Windows & doors: Sidey Ltd
Airtightness products: Ecological Building Systems
Roofing underlay: Klober
Suspended ceiling system: Gyproc
Insulation: Dow Building Solutions/ Saint Gobain-Isover/ Knauf/ Kingspan Insulation UK
Cavity closers: Cavalok Building Products
Building blocks: Lignacite
Wall ties: Ancon Roof trusses: Aspect Roofing
Pre-cast products: Milbank/ Supreme Concrete Ltd.
Facing materials: Sandtoft/ Ibstock/ Wienerberger
Heat pump & heat recovery ventilation: Total Home Environment
Solar thermal: Kingspan Renewables
Building type: 1313 sqm curved terrace of houses including 8 two-storey houses, 3 bungalows & 3 flats
Location: Lower Wells Close, Ditchingham, Norfolk
Completion date: July, 2012
Passive house certification: certified
Space heating demand (PHPP): 11 kWh/m2/yr
Heat load (PHPP): 9 W/m2
Primary energy demand (PHPP): 108 kWh/m2/yr
Environmental assessment method: Code for Sustainable Homes – level 4 (not yet certified)
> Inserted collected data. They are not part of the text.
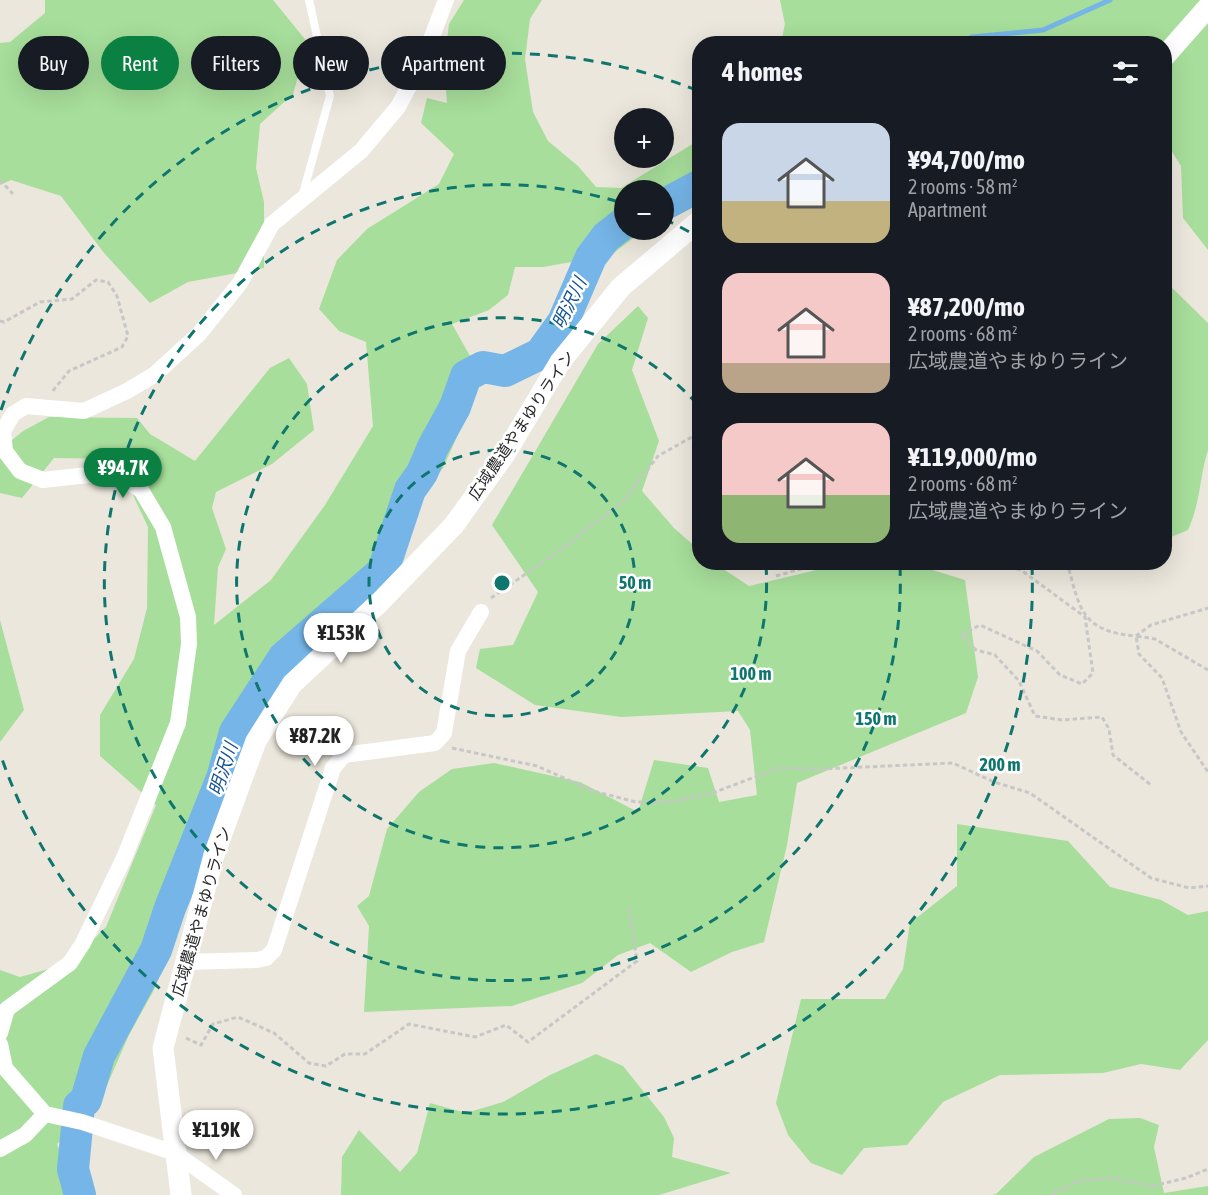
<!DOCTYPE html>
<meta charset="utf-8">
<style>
:root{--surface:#171b24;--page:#242831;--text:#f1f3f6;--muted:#9ea1a6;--accent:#0b8043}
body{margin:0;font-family:"Asap Condensed","Noto Sans JP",sans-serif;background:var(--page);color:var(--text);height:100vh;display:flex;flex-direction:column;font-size:22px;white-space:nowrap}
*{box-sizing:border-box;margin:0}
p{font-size:20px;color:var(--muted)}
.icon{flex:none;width:33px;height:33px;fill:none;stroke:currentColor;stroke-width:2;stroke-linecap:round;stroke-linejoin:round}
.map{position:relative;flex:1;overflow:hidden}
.panel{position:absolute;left:692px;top:36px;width:480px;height:534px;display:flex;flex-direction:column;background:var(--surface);border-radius:24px;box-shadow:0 6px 24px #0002}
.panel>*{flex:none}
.banner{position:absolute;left:18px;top:36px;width:570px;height:54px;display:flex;gap:12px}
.tools{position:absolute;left:614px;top:108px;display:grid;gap:12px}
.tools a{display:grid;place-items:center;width:60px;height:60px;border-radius:50%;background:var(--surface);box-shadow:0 6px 24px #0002;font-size:30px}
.price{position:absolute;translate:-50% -51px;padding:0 14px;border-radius:21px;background:#fff;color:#222;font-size:20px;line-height:39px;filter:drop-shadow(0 2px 3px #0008)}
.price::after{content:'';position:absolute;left:50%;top:36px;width:18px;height:14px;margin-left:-9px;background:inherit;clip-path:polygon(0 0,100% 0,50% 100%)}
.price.current{background:var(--accent);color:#fff}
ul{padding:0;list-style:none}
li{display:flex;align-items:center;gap:18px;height:150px;padding:0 30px}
li span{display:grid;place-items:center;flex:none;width:168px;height:120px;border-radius:18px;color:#555}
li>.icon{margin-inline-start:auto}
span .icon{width:72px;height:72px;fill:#fffc;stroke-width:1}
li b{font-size:26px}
h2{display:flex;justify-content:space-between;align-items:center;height:72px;padding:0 30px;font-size:26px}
.chip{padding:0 21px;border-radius:27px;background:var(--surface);box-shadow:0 6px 24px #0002;font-size:21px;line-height:54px}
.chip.current{background:var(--accent);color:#fff}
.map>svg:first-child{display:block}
.green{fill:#a7de9b}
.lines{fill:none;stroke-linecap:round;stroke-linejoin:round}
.stream{stroke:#75b5e7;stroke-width:5}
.river{stroke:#75b5e7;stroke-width:32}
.path{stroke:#c7c7c7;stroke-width:3;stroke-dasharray:4.5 3;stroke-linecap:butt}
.service{stroke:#fff;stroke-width:8}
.minor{stroke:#fff;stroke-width:16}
.tertiary{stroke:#fff;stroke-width:21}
.ring{fill:none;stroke:#0f766e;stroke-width:3;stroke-dasharray:10 8}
.labels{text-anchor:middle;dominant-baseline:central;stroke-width:5;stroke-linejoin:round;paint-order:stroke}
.street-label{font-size:16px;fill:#292929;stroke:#fff}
.water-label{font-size:18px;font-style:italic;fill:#155292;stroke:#fff}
.centre{fill:#0f766e;stroke:#fff;stroke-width:3}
.ring-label{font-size:18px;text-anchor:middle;font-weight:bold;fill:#0f766e;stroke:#fff;stroke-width:5;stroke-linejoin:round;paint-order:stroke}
</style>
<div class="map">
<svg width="1208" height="1195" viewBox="0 0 1208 1195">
<rect width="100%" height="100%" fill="#ebe7dc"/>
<g class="green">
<polygon points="45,0 273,0 308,43 293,94 260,124 256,168 264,202 264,268 188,282 150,303 104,253 61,196 11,180 0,185 0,43 10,42 45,13"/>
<polygon points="464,0 542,0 530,19 525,59 533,112 548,141 578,166 596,187 621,188 699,140 699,199 663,216 663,190 624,190 624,230 644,230 611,255 543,267 515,267 508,295 489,310 452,324 470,356 477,392 443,468 414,506 387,578 290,669 250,731 188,886 155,988 129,1035 97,1108 57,1144 78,1195 0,1195 0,970 20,977 70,963 106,927 156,805 100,756 100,715 134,659 147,608 148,527 116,459 54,458 22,498 0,493 0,450 23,431 49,417 137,418 150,434 195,461 270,368 289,358 307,384 314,430 272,464 216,492 212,508 226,549 218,567 214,625 271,580 325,505 373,426 366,342 339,331 319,309 337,260 367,229 439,184 454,154 421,123 427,98 447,103 444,64 449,24"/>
<polygon points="780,0 1208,0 1208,250 1183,218 1181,166 1164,139 1164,68 1186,47 1164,44 781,43 785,24"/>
<path d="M 1164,280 L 1208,323 L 1208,450 C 1199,479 1201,501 1188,530 L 1164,540 Z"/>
<polygon points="638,306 648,318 632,370 659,441 642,491 674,528 699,550 699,562 714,563 749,586 850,562 910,563 965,580 978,677 966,713 797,783 787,845 764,942 732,952 691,972 650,943 618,955 582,983 512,1006 364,1012 369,926 357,906 369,896 387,829 419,792 452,769 494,763 580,782 638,812 654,760 708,768 719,802 757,795 750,730 738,711 621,717 535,705 476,668 480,649 513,645 538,592 492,525 598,344"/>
<polygon points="0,620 24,710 0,742"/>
<polygon points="957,824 1068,841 1110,887 1161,900 1188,915 1208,911 1208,1040 1180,1070 1141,1064 1103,1073 1000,1075 943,1102 907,1145 864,1148 842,1175 811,1163 788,1135 776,1103 801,999 885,999 903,969 910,923 957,886"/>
<polygon points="596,1054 623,1066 664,1117 674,1138 672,1157 731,1173 659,1195 341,1195 342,1157 359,1130 400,1172 417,1153 430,1103 466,1113 503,1102 550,1075"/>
<polygon points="1140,1118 1159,1125 1154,1147 1164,1193 1208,1186 1208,1195 992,1195 996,1194 1034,1157 1109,1119"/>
</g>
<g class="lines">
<polyline class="stream" points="957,44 972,37 1043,30 1110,0"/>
<g class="river">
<polyline points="663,205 699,186"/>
<polyline points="80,1195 73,1169 79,1106 86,1100 99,1056 156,950 170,908 222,778 235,732 284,657 383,571 410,490 422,473 433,447 455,407 466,376 483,367 505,371 540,354 563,322 591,257 606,237 624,223"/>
</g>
<g class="path">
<polyline points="0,180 13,194"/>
<polyline points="0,321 4,322 40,302 72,299 96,280 108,282 117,296 128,336 122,347 69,371 51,393"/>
<polyline points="995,562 1021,570 1085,617 1093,673 1082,684 1060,675 1037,651 980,625 961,635 976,650 995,655 1019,681 1035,716 1062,720 1102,717 1109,729 1113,755 1151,785"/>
<path d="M 1067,562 C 1080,610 1081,631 1136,636 L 1151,625 L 1208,608"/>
<polyline points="776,576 825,562"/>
<polyline points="491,598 563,548 623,501 658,456 699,433"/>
<polyline points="1208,670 1155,639 1136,636 1139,654 1162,678 1181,732 1208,772"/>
<polyline points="452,748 537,766 593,791 636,802 672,802 715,792 779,768 821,769 953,763 994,782 1030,793 1151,878 1189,888 1208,886"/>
<polyline points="186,1038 201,1045 213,1024 238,1017 274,1033 309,1063 326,1066 345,1054 365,1054 409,1024 475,1037 506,1025 528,1042 637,961 629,908"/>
<polyline points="1052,1195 1076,1181 1110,1178 1152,1186 1186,1178 1208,1169"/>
</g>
<polyline class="service" points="302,197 330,96 309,0"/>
<g class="minor">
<polyline points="185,962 257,960 266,958 274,950 333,768 344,755 435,743 444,733 458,651 481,612"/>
<polyline points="0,1033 7,1009 70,963 83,943 124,858 178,723 189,644 188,617 163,527 141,490 120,477 97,474 43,480 20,471 5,451 3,431 13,414 26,406 84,411 127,391 154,375 199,334 240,283 272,224 361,151 398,107 423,60 446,0"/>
<polyline points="0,1044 5,1068 45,1114 82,1122 175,1153 234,1195"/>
<polyline points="0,1149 25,1135 45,1114"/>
</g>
<g class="tertiary">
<polyline points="1164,57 1208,7"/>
<polyline points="181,1195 163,1048 214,855 256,741 292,684 381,601 454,525 505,454 560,362 621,287 699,221"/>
</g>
</g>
<g class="ring">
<circle cx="502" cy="583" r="133"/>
<path d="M766 565A265 265 0 1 1 699 406"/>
<path d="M664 219A398 398 0 0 1 698 237M900 566A398 398 0 1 1 622 203"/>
<path d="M1 410A530 530 0 0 1 696 90M1032 565A530 530 0 0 1 1 756"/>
</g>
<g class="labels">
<g class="street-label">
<text transform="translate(521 425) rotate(-56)">広域農道やまゆりライン</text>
<text transform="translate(201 911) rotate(-74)">広域農道やまゆりライン</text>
</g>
<g class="water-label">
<text transform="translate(569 303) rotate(-64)">明沢川</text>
<text transform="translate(223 769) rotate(-72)">明沢川</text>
</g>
</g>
<circle cx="502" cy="583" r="9" class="centre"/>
<g class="ring-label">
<text x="635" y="589">50 m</text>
<text x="751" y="680">100 m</text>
<text x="876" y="725">150 m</text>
<text x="1000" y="771">200 m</text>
</g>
</svg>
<div class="tools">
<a>+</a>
<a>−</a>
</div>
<b class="price current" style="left:123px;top:499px">¥94.7K</b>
<b class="price" style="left:341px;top:664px">¥153K</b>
<b class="price" style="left:315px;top:767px">¥87.2K</b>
<b class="price" style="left:216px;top:1161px">¥119K</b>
<div class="banner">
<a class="chip">Buy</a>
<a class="chip current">Rent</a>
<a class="chip">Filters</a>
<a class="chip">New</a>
<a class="chip">Apartment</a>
</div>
<section class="panel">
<h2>4 homes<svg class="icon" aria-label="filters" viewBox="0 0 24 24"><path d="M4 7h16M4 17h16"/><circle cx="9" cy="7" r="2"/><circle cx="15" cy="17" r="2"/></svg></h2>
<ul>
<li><span style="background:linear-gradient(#c9d6e8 65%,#c2b280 0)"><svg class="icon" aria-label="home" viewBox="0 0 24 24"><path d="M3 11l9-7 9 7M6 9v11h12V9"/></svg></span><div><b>¥94,700/mo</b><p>2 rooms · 58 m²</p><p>Apartment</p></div></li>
<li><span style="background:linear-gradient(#f6c9c9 75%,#b9a48a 0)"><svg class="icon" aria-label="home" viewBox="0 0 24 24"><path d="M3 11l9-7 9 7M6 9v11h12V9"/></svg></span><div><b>¥87,200/mo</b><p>2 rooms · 68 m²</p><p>広域農道やまゆりライン</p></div></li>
<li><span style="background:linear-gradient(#f6c9c9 60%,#8fb573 0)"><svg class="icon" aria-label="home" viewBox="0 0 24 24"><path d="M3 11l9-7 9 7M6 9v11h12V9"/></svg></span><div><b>¥119,000/mo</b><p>2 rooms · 68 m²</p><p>広域農道やまゆりライン</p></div></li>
</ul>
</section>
</div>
Airtightness (at 50 Pascals): 0.6 ACH at 50Pa
Energy performance certificate (EPC): B 88-90
Measured energy consumption: not yet available
Thermal bridging: Due to the passive house design philosophy to achieve a thermal bridge free construction, all thermal bridges were designed out where possible and any known thermal bridges were included in the PHPP calculations with a worst case Y-value of 0.1 W/mK. Window supplier Sidey Ltd undertook all of the thermal modelling to determine all of the Y-values in relation to window & door installation. TeploTie low thermal conductivity cavity wall tie & BigBlok super-insulated cavity closers
Ground floor: 300mm in-situ reinforced concrete raft/slab on 75mm concrete blinding on 400mm Styrofoam Floormate 300-A structural insulation. U-value: 0.089 W/m2K
Walls: facing brickwork, 300mm cavity fully filled with Saint-Gobain Isover HI-Cav 32 glass mineral wool cavity slab, 100mm Lignacite GP block work, finished internally with 13mm 2-coat plaster. U-value: 0.102 W/m2K
Roof: Sandtoft ‘Old English’ non-interlocking clay pantiles externally on 50x25 battens, followed underneath by Klober Permo Air LR vapour permeable roofing underlay, Timber trusses at 600mm centres with 500mm Knauf Earthwool Loft Roll 40 fibre glass quilt insulation laid between & over ceiling chords, 18mm OSB/3 sheathing, Intello Plus vapour check and airtightness membrane with Gyproc MF suspended ceiling system & plasterboard below. U-value: 0.079 W/m2K
Windows: Sidey SolarthermPlus triple-glazed, PVC-U windows & doors, with argon filling and respective overall U-values for windows and doors of 0.8 and 0.82 W/m2K
Heating & ventilation: Genvex Combi 185 - combined heat recovery, ventilation and domestic hot water unit with certified heat recovery efficiency of 76% with an inline duct heater, plus electric towel radiators in the bathrooms. Three of the dwellings also have 1 sq m Kingspan Marvel 2108 flat plate solar thermal collectors.
Green materials: All concrete and aggregate fill from recycled materials, all timber from PEFC certified sources.